That is no longer the guidance to patients and their healthcare providers. Anemia and low platelets are still important, but it is also important to know why this could be happening. If your bone marrow is so damaged that it can no longer make red blood cells or platelets, then you really do have a problem, you are correctly assigned to the late stage disease group. But if your anemia is caused by autoimmune destruction of red blood cells by your own body, or if your low platelet counts are similarly due to destruction of perfectly good platelets by an immune system gone nuts (AIHA and ITP respectively), the outlook is a little better. Autoimmune disease can be treated, there are a number of ways of controlling this out-of-control immune system problem. A bone marrow that has given up the ghost is a whole different kettle of fish, just about the only solution is a bone marrow (stem cell) transplant. CLL patients must learn to appreciate even the smallest silver lining to the very dark cloud we live under. Right?
AIHA and ITP are important complications, and they have an impact on your therapy decisions. You would be surprised how many local oncologists are not exactly sure about autoimmune disease, how to diagnose it, how to treat it, how to evaluate it. I know, because I hear from dozens of you out there each month, telling me the gory stories. (Ahem, that was an unintentional pun. “Gory” story, you get it?)
I am happy to bring to your attention the latest article out of Mayo Clinic. Clive Zent is one of my favorite CLL experts. He is a terrific diagnostician. I send him all the really tough cases that come to me for referral. He could play “House” on my favorite TV show, and he would not even have to sleep at the Holiday Express. This article describes the whys and wherefores of autoimmune disease, as well as rigorous listing of the diagnostic criteria before AIHA or ITP can be confirmed.

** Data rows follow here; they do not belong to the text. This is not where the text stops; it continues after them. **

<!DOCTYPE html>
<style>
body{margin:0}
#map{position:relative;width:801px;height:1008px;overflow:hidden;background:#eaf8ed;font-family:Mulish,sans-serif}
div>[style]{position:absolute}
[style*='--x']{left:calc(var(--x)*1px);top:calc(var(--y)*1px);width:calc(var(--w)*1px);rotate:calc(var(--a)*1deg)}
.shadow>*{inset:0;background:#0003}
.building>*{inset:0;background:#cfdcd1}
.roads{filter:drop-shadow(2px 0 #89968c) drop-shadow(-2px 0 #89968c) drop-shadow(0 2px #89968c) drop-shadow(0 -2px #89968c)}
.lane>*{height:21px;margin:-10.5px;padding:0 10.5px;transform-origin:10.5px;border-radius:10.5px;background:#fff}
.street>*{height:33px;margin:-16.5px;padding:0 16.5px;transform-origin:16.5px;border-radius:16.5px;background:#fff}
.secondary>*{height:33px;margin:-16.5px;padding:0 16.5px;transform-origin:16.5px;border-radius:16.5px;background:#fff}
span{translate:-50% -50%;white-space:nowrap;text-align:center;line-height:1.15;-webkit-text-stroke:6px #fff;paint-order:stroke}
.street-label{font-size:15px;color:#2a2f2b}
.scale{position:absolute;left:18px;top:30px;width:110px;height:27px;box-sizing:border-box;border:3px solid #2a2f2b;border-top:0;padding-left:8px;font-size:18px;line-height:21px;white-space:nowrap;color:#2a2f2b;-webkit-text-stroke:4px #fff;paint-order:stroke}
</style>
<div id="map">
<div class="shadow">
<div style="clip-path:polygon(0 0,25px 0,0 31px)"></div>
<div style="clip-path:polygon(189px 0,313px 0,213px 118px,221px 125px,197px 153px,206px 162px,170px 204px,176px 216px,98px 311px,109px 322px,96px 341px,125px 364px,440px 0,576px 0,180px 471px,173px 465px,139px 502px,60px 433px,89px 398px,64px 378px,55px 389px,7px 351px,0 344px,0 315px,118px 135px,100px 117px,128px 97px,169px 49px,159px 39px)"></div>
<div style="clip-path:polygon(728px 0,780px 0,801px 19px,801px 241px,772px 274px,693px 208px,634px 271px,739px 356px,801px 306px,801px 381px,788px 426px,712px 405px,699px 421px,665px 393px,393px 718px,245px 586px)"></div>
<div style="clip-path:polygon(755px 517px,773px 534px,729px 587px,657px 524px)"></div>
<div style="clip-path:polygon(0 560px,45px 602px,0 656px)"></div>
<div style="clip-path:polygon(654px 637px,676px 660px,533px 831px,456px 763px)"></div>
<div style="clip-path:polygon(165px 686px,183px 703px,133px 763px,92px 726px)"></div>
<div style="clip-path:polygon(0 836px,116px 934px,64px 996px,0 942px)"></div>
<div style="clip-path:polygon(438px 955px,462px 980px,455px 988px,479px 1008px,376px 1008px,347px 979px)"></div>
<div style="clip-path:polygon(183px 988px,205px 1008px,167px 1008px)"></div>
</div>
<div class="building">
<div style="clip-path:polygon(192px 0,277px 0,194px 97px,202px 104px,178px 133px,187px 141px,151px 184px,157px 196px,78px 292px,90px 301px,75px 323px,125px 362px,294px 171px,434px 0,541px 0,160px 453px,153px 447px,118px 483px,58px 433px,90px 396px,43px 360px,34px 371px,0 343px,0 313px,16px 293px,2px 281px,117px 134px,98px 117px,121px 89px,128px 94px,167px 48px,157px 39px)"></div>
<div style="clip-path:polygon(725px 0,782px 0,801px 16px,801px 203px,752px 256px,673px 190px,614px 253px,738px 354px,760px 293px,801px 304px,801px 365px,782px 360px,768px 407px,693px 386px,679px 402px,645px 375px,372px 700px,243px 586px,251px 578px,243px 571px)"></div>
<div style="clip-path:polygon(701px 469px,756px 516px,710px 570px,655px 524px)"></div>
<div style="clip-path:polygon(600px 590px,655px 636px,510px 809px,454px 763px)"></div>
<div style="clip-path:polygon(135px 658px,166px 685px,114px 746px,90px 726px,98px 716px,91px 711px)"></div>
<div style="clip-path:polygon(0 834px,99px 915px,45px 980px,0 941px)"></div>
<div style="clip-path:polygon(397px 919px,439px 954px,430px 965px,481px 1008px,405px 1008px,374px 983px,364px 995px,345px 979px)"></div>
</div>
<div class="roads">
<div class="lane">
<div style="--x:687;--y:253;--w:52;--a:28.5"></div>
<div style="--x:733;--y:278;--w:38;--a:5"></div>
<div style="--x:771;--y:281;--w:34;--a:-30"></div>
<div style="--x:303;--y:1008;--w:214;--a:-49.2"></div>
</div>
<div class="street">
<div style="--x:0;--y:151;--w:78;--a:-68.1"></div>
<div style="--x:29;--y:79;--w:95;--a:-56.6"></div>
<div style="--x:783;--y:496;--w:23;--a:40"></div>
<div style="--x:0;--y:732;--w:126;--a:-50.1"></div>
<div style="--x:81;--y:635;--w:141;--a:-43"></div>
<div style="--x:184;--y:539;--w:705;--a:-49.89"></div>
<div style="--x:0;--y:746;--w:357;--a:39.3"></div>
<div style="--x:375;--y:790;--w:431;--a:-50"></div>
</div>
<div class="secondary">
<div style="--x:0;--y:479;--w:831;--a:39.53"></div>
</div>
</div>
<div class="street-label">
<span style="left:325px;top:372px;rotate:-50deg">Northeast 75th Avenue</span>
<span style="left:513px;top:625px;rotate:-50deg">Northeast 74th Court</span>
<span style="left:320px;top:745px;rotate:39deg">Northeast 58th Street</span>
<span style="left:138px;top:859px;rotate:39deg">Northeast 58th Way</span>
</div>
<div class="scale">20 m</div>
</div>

I was also interested to see that Clive brings up the issue of Campath as a possible offender in causing autoimmune disease. Do you know the Campath black box label now carries a warning about risk of ITP? This came about when a significant number of MS patients developed ITP after getting Campath. We discussed this in greater detail in a recent article on our website, concerning regulatory T-cells or Tregs.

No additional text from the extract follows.